Loin d’être une fatalité, nous pourrions tout au moins espérer malgré le choix émotionnel qu’Il se montrerait digne d’un tel honneur. Mais la présidence n’est pas une veste magique qui change celui ou celle qui la porte en super héros, le caractère d’un homme ne change pas une fois au pouvoir sinon pour le pire. Et du “Sweet Micky” qu’Il était tout le monde connaissait le caractère conflictuel de l’homme.

D’autant que je m’en souvienne, la société ne s’est jamais prononcée sur le profil de chef d’état dont elle a besoin en fonction de ces multiples défis socials et économiques, et sincèrement plusieurs de ceux qui acculent en ce moment le Président Martelly réagiront de la même manière si ils se trouveraient dans cette même position.

Arrivé à cette fin de ce cycle plutôt cynique, il est exactement temps, comme des élèves devant faire face à un ultime examen, de repasser nos erreurs afin de mieux nous préparer. Il est temps que la société dresse finalement le profil de ses prochains dirigeants, pour que les choix ne se portent plus sur des besoins de clans ou la recherche d’un messie, mais plutôt sur le bon sens tout en tenant compte des besoins et visés. Que le prochain président donc, ressemble au mieux à l’image d’une personne intelligente, expérimentée, bienséante, consensuelle et morale, capable de mettre fin à ce cycle infernal.

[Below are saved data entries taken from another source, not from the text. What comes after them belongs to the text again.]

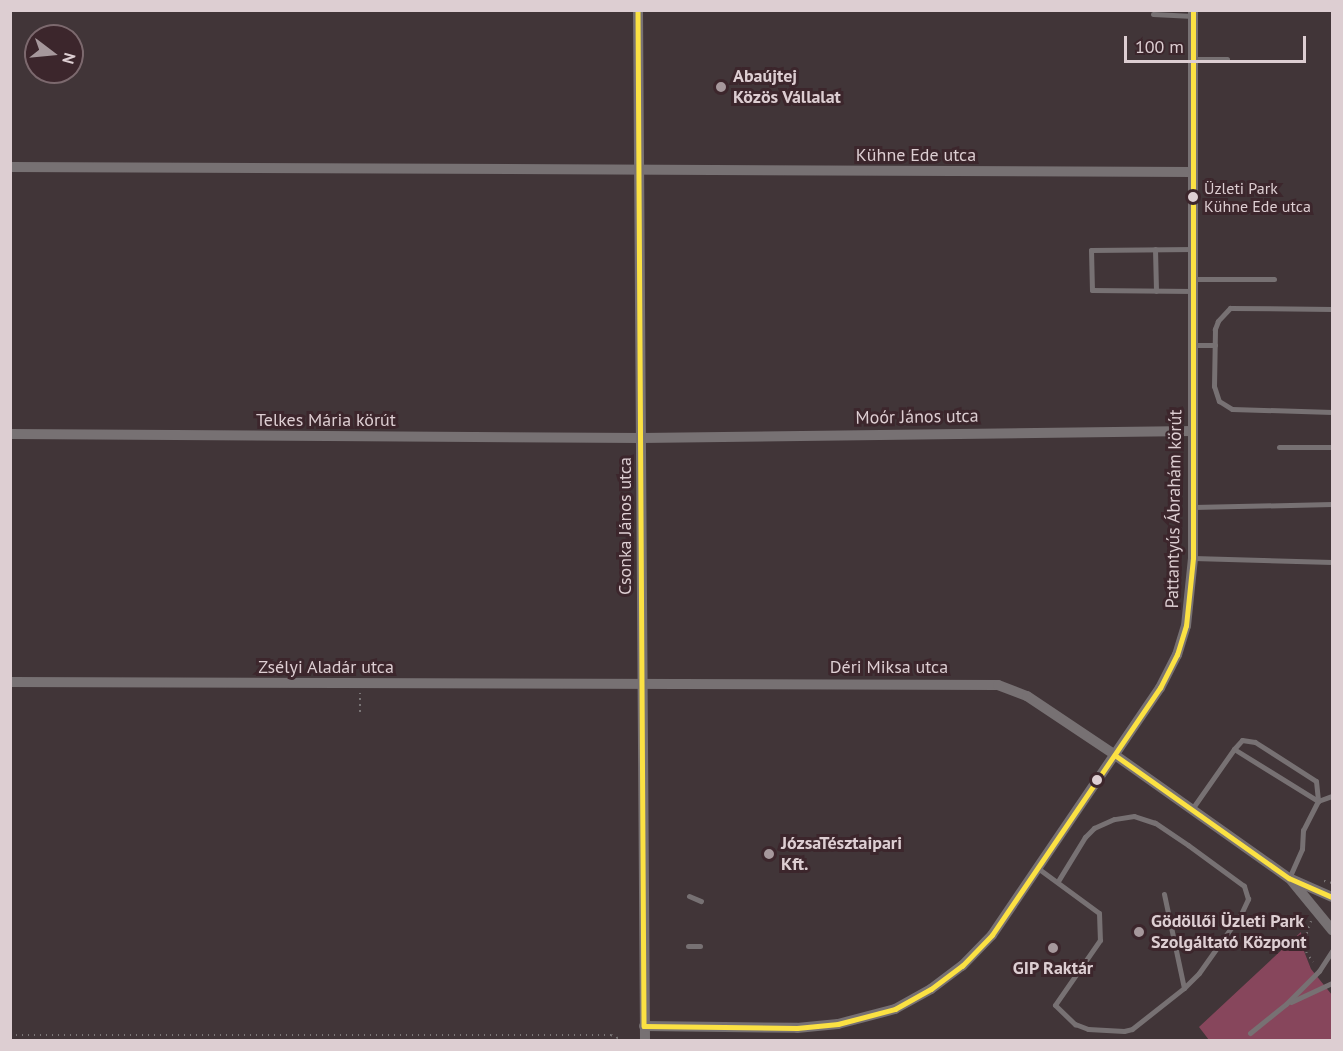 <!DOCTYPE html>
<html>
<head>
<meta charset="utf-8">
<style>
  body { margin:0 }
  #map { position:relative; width:1343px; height:1051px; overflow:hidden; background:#413538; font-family:"PT Sans",sans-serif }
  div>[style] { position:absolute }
  .forest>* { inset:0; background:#87465c }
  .path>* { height:2px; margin-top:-1px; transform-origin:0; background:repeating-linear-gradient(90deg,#797475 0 1.5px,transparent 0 6px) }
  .service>* { height:5px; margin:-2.5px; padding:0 2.5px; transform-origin:2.5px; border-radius:2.5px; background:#777173 }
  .minor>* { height:10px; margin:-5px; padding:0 5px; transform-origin:5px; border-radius:5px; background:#777173 }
  .bus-1>* { height:4.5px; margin:-2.25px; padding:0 2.25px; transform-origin:2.25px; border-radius:2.25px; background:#fbe143 }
  .dots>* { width:16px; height:16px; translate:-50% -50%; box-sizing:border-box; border:3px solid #3c262c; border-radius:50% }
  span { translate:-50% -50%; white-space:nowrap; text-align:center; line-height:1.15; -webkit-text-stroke:6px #3c262c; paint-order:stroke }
  .bus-label { font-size:16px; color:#ddced2 }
  .left { translate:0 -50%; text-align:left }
  .poi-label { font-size:18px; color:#ddced2; font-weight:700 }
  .street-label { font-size:18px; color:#ddced2 }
  .frame { position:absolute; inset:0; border:12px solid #ddced2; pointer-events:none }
  .north { position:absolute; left:24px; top:24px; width:60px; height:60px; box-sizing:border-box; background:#3c262c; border:2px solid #7c696e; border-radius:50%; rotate:106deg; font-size:16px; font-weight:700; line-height:24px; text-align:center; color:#ddced2 }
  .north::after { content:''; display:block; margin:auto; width:21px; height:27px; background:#a6989c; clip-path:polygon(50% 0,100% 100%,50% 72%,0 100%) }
  .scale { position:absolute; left:1124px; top:36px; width:182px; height:27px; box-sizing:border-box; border:3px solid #ddced2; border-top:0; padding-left:8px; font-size:18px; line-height:21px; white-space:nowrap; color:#ddced2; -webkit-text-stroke:4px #3c262c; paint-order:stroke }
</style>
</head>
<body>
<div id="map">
  <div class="forest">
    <i style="clip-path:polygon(1301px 932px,1302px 946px,1311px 969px,1332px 995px,1332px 1040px,1209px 1040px,1199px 1027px)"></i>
  </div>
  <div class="path">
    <i style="left:360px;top:712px;width:19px;rotate:-90deg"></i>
    <i style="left:1324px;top:881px;width:8px;rotate:14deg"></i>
    <i style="left:1311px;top:921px;width:21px;rotate:109deg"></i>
    <i style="left:1304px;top:941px;width:11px;rotate:80deg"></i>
    <i style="left:1306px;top:952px;width:12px;rotate:55deg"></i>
    <i style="left:10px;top:1035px;width:601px"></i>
    <i style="left:611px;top:1035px;width:12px;rotate:24deg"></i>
  </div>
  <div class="service">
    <i style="left:1153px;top:14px;width:40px;rotate:2.9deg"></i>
    <i style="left:1193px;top:59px;width:34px"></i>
    <i style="left:1155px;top:249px;width:42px;rotate:88.6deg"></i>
    <i style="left:1193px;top:249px;width:102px;rotate:179.4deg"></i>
    <i style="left:1091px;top:250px;width:40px;rotate:88.6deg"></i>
    <i style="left:1092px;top:290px;width:101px;rotate:0.6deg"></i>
    <i style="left:1193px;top:279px;width:81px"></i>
    <i style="left:1332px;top:309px;width:102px;rotate:-179.4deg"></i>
    <i style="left:1230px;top:308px;width:18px;rotate:133deg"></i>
    <i style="left:1218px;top:321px;width:9px;rotate:111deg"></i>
    <i style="left:1215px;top:329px;width:57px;rotate:91deg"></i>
    <i style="left:1214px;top:386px;width:16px;rotate:72deg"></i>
    <i style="left:1219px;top:401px;width:15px;rotate:32deg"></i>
    <i style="left:1232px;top:409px;width:100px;rotate:1.7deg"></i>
    <i style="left:1193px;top:345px;width:22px"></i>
    <i style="left:1279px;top:447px;width:53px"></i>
    <i style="left:1193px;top:507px;width:139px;rotate:-1.2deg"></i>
    <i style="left:1193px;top:558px;width:139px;rotate:1.6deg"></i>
    <i style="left:1234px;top:749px;width:12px;rotate:-48deg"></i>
    <i style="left:1242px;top:740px;width:13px;rotate:9deg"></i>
    <i style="left:1255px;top:742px;width:72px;rotate:32.6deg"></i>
    <i style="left:1316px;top:781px;width:20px;rotate:84deg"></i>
    <i style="left:1318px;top:801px;width:15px;rotate:-20deg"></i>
    <i style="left:1192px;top:809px;width:73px;rotate:-55deg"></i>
    <i style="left:1234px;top:749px;width:99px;rotate:31.8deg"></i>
    <i style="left:1318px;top:801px;width:33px;rotate:117deg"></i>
    <i style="left:1303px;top:830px;width:19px;rotate:93deg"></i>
    <i style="left:1302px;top:849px;width:32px;rotate:114deg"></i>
    <i style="left:1039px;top:869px;width:74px;rotate:36.3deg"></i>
    <i style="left:1099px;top:913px;width:27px;rotate:88deg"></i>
    <i style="left:1100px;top:940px;width:79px;rotate:124.7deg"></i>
    <i style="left:1055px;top:1005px;width:28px;rotate:44deg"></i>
    <i style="left:1075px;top:1024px;width:14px;rotate:21deg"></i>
    <i style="left:1088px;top:1029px;width:36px;rotate:3deg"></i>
    <i style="left:1124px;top:1031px;width:8px;rotate:-14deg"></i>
    <i style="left:1132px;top:1029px;width:66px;rotate:-38.3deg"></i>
    <i style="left:1184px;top:988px;width:21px;rotate:-45deg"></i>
    <i style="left:1199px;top:973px;width:72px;rotate:-54.6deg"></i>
    <i style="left:1241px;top:914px;width:17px;rotate:-65deg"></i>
    <i style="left:1248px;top:899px;width:14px;rotate:-107deg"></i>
    <i style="left:1244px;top:886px;width:69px;rotate:-143.8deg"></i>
    <i style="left:1188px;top:845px;width:40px;rotate:-146deg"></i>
    <i style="left:1155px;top:823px;width:22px;rotate:-162deg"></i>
    <i style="left:1134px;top:816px;width:20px;rotate:171deg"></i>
    <i style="left:1114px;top:819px;width:22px;rotate:156deg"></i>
    <i style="left:1094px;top:828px;width:13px;rotate:135deg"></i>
    <i style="left:1085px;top:837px;width:52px;rotate:121.5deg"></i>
    <i style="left:1164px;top:894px;width:96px;rotate:78deg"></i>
    <i style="left:689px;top:896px;width:13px;rotate:23deg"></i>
    <i style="left:688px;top:946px;width:12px"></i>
    <i style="left:1291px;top:1002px;width:45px;rotate:-24.9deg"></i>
    <i style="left:1250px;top:1033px;width:46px;rotate:-38.9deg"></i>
    <i style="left:1286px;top:1004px;width:47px;rotate:-45deg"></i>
    <i style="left:1319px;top:971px;width:24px;rotate:-57deg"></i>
  </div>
  <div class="minor">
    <i style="left:638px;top:10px;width:1030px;rotate:89.61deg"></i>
    <i style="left:10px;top:167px;width:1183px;rotate:0.24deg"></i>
    <i style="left:10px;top:434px;width:631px;rotate:0.36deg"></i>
    <i style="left:641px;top:438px;width:552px;rotate:-0.73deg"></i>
    <i style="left:10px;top:682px;width:988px;rotate:0.17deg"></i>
    <i style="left:998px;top:685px;width:31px;rotate:21deg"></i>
    <i style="left:1027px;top:696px;width:106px;rotate:33.8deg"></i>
    <i style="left:1115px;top:755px;width:213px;rotate:35.3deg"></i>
    <i style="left:1289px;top:878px;width:47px;rotate:23.8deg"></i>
    <i style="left:1291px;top:880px;width:65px;rotate:50.6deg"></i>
    <i style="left:644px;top:1026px;width:153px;rotate:0.7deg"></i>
    <i style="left:797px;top:1028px;width:41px;rotate:-5.6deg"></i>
    <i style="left:838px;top:1024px;width:59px;rotate:-14.7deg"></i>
    <i style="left:895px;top:1009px;width:41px;rotate:-29.1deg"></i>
    <i style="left:931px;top:989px;width:39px;rotate:-37deg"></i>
    <i style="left:962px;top:966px;width:43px;rotate:-45.9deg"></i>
    <i style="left:992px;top:935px;width:299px;rotate:-55.8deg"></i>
    <i style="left:1160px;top:688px;width:37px;rotate:-63deg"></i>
    <i style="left:1177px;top:655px;width:30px;rotate:-73deg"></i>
    <i style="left:1186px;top:626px;width:68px;rotate:-84.1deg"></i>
    <i style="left:1193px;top:558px;width:548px;rotate:-90deg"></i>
  </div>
  <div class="bus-1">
    <i style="left:638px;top:10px;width:1016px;rotate:89.66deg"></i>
    <i style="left:1115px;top:755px;width:213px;rotate:35.3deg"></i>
    <i style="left:1289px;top:878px;width:47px;rotate:23.8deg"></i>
    <i style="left:644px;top:1026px;width:153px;rotate:0.7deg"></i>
    <i style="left:797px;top:1028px;width:41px;rotate:-5.6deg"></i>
    <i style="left:838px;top:1024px;width:59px;rotate:-14.7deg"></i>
    <i style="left:895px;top:1009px;width:41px;rotate:-29.1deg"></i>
    <i style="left:931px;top:989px;width:39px;rotate:-37deg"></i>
    <i style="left:962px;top:966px;width:43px;rotate:-45.9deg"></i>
    <i style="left:992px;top:935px;width:299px;rotate:-55.8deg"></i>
    <i style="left:1160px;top:688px;width:37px;rotate:-63deg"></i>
    <i style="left:1177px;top:655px;width:30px;rotate:-73deg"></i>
    <i style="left:1186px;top:626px;width:68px;rotate:-84.1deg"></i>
    <i style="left:1193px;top:558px;width:548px;rotate:-90deg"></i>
  </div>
  <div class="dots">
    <i style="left:721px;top:87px;background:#a6989c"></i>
    <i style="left:1193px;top:197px;background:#ddced2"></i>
    <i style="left:1097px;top:780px;background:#ddced2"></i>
    <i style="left:769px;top:854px;background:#a6989c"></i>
    <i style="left:1139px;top:932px;background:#a6989c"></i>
    <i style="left:1053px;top:948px;background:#a6989c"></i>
  </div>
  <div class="bus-label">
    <span class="left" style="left:1204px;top:197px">Üzleti Park<br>Kühne Ede utca</span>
  </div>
  <div class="poi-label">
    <span class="left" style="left:733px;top:87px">Abaújtej<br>Közös Vállalat</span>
    <span class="left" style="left:781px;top:854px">JózsaTésztaipari<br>Kft.</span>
    <span class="left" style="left:1151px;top:932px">Gödöllői Üzleti Park<br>Szolgáltató Központ</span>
    <span style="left:1053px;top:968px">GIP Raktár</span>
  </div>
  <div class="street-label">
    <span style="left:916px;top:155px">Kühne Ede utca</span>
    <span style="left:917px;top:417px;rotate:-1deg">Moór János utca</span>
    <span style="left:326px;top:420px">Telkes Mária körút</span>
    <span style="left:1174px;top:509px;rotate:-89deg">Pattantyús Ábrahám körút</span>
    <span style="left:625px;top:526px;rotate:-90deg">Csonka János utca</span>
    <span style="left:326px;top:667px">Zsélyi Aladár utca</span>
    <span style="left:889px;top:667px">Déri Miksa utca</span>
  </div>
  <div class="frame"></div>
  <div class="north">N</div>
  <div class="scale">100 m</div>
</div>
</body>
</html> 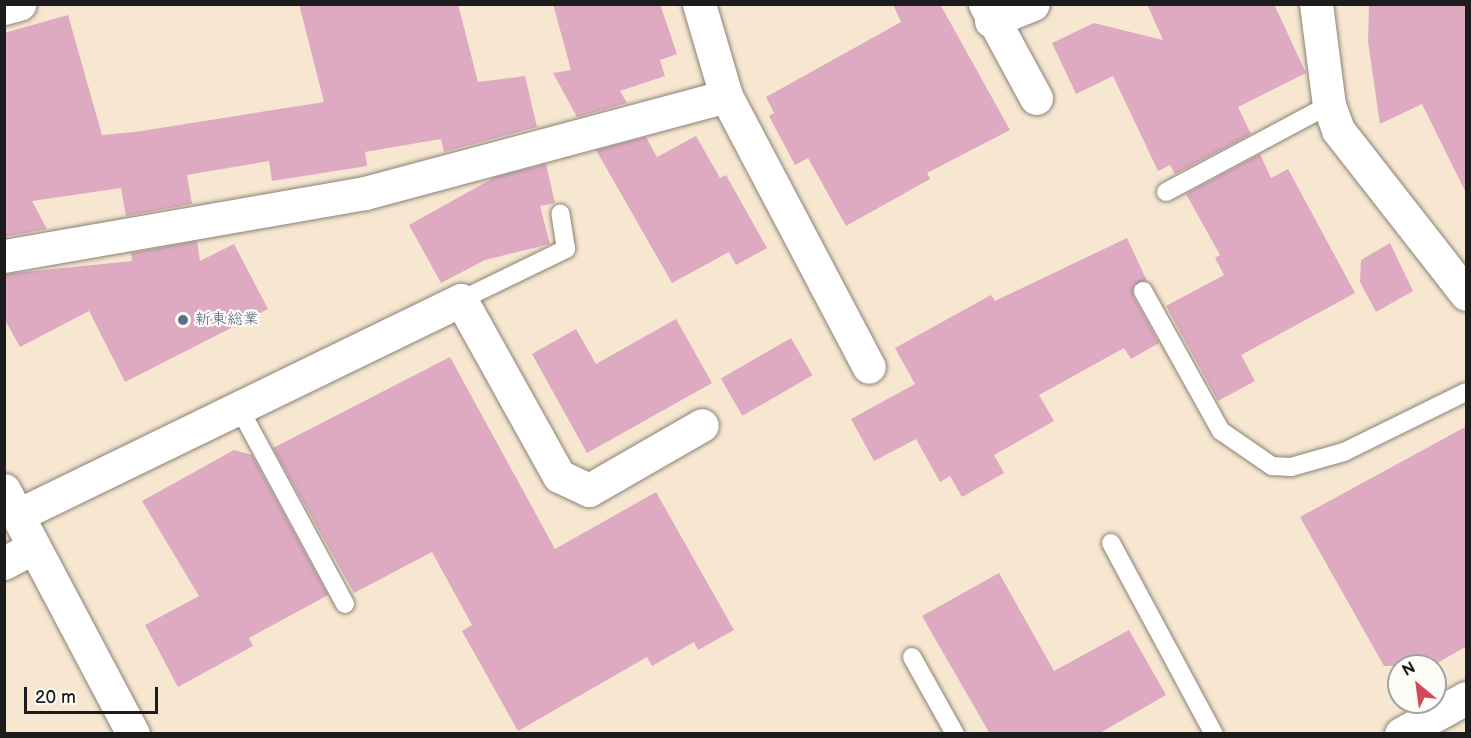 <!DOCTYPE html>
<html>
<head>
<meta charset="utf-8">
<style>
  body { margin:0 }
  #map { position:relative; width:1471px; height:738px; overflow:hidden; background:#f7e7d1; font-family:"Balsamiq Sans","Klee One",sans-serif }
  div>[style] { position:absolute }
  .building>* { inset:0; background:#deaac2; transform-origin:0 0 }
  .roads { filter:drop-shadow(0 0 2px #8a8276) drop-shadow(0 0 2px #8a8276) }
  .service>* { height:18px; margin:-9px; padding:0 9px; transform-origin:9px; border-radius:9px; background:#fff }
  .minor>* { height:33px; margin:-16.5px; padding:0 16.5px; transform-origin:16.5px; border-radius:16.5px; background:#fff }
  .tertiary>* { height:33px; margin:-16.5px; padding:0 16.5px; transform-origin:16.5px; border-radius:16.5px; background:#fff }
  .dots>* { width:16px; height:16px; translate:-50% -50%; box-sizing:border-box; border:3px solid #fdfcf7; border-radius:50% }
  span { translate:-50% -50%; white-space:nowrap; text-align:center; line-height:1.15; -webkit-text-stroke:4.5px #fdfcf7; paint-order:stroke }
  .service-label { font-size:16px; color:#4e5e75 }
  .left { translate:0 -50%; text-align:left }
  .frame { position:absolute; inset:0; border:6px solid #1c1c1c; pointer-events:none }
  .north { position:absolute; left:1387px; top:654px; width:60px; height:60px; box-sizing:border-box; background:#fdfcf7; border:2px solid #a3a29f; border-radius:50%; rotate:331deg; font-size:16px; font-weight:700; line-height:24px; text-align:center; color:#1c1c1c }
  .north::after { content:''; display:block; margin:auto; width:21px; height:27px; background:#d1495b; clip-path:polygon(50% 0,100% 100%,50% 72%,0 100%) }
  .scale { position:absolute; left:24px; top:687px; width:134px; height:27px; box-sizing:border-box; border:3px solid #1c1c1c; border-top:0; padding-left:8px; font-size:18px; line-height:21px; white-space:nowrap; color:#1c1c1c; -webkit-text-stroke:4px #fdfcf7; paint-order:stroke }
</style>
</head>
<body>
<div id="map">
  <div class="building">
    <div style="clip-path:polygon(299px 4px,458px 4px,478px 82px,525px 76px,537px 127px,444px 152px,441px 139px,365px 152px,367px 166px,272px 181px,269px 161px,187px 175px,192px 204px,126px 216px,121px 188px,32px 201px,47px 229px,4px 237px,4px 33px,68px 15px,102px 135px,135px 132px,324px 102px)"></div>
    <div style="clip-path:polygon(553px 4px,660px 4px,677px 54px,660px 60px,665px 76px,620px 91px,627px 103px,577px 117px,553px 73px,571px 70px)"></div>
    <div style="clip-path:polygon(893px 4px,940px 4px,1010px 130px,927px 173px,930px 179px,846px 226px,808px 158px,795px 165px,769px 116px,774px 113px,766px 97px,901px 22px)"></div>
    <div style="clip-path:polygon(1147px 4px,1274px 4px,1306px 73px,1238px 107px,1251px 134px,1175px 174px,1170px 165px,1158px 171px,1113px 76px,1076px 94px,1052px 43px,1094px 23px,1163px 40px)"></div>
    <div style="clip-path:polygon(1369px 4px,1467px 4px,1467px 195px,1422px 104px,1380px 124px,1368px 42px)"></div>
    <div style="clip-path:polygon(696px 136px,720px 178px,726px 175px,767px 248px,736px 265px,729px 252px,672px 283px,596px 150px,646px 137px,657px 157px)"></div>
    <div style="clip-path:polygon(1260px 154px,1271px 178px,1288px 169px,1355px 293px,1241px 355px,1255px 381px,1218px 401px,1166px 306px,1224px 275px,1215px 258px,1220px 255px,1186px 194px)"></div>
    <div style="clip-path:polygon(546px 164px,555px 203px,540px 206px,550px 244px,485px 260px,441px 283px,409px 225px,495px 177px)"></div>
    <div style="clip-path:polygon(1127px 238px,1147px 281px,1134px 285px,1133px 296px,1159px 343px,1131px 359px,1124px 348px,1039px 395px,1054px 421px,994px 455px,1004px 473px,962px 497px,950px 476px,940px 482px,916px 439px,874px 461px,851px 419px,915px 384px,895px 348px,991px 295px,995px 301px)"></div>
    <div style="clip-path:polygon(197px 241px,200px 261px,234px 244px,268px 309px,125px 382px,89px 311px,20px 347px,4px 318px,4px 274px,132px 261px,131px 253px)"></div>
    <div style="clip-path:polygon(1390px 243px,1413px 291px,1376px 312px,1360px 282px,1361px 260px)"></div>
    <div style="clip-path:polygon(676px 319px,712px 383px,587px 453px,532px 354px,576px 329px,596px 364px)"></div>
    <div style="left:791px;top:338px;width:43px;height:81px;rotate:60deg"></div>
    <div style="clip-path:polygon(450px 357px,555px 549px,656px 492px,734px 630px,698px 650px,694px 642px,652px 666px,647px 657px,518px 731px,462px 631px,472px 625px,432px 552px,354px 593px,273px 448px)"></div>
    <div style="clip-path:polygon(1467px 426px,1467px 646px,1432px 666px,1384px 666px,1300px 517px)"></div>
    <div style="clip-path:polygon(234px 450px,252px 455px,328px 595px,249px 638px,253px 646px,178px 687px,145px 625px,199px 596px,142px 501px)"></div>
    <div style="clip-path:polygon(999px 573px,1054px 671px,1129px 630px,1166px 695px,1098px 734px,990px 734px,922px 616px)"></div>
  </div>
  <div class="roads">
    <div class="service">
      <div style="left:1166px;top:192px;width:185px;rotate:-28.1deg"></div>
      <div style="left:1143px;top:291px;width:160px;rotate:60.9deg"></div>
      <div style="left:1221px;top:431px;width:62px;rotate:34.5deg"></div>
      <div style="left:1272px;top:466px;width:19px;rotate:3deg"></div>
      <div style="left:1291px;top:467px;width:55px;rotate:-15.8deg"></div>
      <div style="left:1344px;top:452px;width:136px;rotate:-26.2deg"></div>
      <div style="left:461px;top:300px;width:117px;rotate:-25.9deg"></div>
      <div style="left:566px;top:249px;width:36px;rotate:-99deg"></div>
      <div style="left:238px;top:406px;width:225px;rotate:61.6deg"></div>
      <div style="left:1111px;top:543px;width:217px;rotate:61.7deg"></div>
      <div style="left:912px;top:657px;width:88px;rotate:60.8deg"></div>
    </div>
    <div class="minor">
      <div style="left:699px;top:4px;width:96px;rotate:73.6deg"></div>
      <div style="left:726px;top:96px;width:306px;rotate:62.2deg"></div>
      <div style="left:985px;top:4px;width:107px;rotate:61.5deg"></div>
      <div style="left:1316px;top:4px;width:102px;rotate:82.7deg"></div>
      <div style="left:1329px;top:105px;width:27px;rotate:70deg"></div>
      <div style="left:1338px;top:130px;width:208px;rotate:52deg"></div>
      <div style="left:4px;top:8px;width:16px;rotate:-15deg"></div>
      <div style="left:991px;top:21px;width:45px;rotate:-22deg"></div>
      <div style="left:4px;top:256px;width:366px;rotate:-9.9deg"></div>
      <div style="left:365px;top:193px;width:374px;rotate:-15deg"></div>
      <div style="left:18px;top:515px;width:492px;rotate:-25.9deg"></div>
      <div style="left:461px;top:300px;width:201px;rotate:60.9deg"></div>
      <div style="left:559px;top:476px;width:33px;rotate:25deg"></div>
      <div style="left:589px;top:490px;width:130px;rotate:-29.9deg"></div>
      <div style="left:4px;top:563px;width:34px;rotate:-28deg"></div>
      <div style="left:1401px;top:734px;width:74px;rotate:-29deg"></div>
    </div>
    <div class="tertiary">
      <div style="left:4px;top:490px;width:276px;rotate:62.1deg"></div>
    </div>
  </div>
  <div class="dots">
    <div style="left:183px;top:320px;background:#5c6f8a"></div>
  </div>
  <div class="service-label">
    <span class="left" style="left:195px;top:320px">新東総業</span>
  </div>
  <div class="frame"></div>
  <div class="north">N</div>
  <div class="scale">20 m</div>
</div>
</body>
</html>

Toutefois, nous pouvons aussi ne rien faire et continuer à jeter les blâmes les uns aux autres, à analyser les situations de manières superficielles, à croire que l’enfer c’est les autres, à ne regarder que dans le sens de l’intérêt personnel et à croire que le problème peut toujours se régler dans le mensonge et la duplicité. Soit! Ce serait notre choix, mais quand viendra le moment de résoudre l’équation “Choix émotionnel et irrationnel” plus “Président intransigeant” une fois de plus, que ceux et celles qui trouveront “Fin de règne violente” comme résultat ne soient plus considérés comme des incitateurs ou justificateurs de la violence mais plutôt comme de bons élèves qui auraient appris leurs leçons vieilles de 30 ans et qui ne font que réciter en connaissance de cause “la sempiternelle bêtise haïtienne”.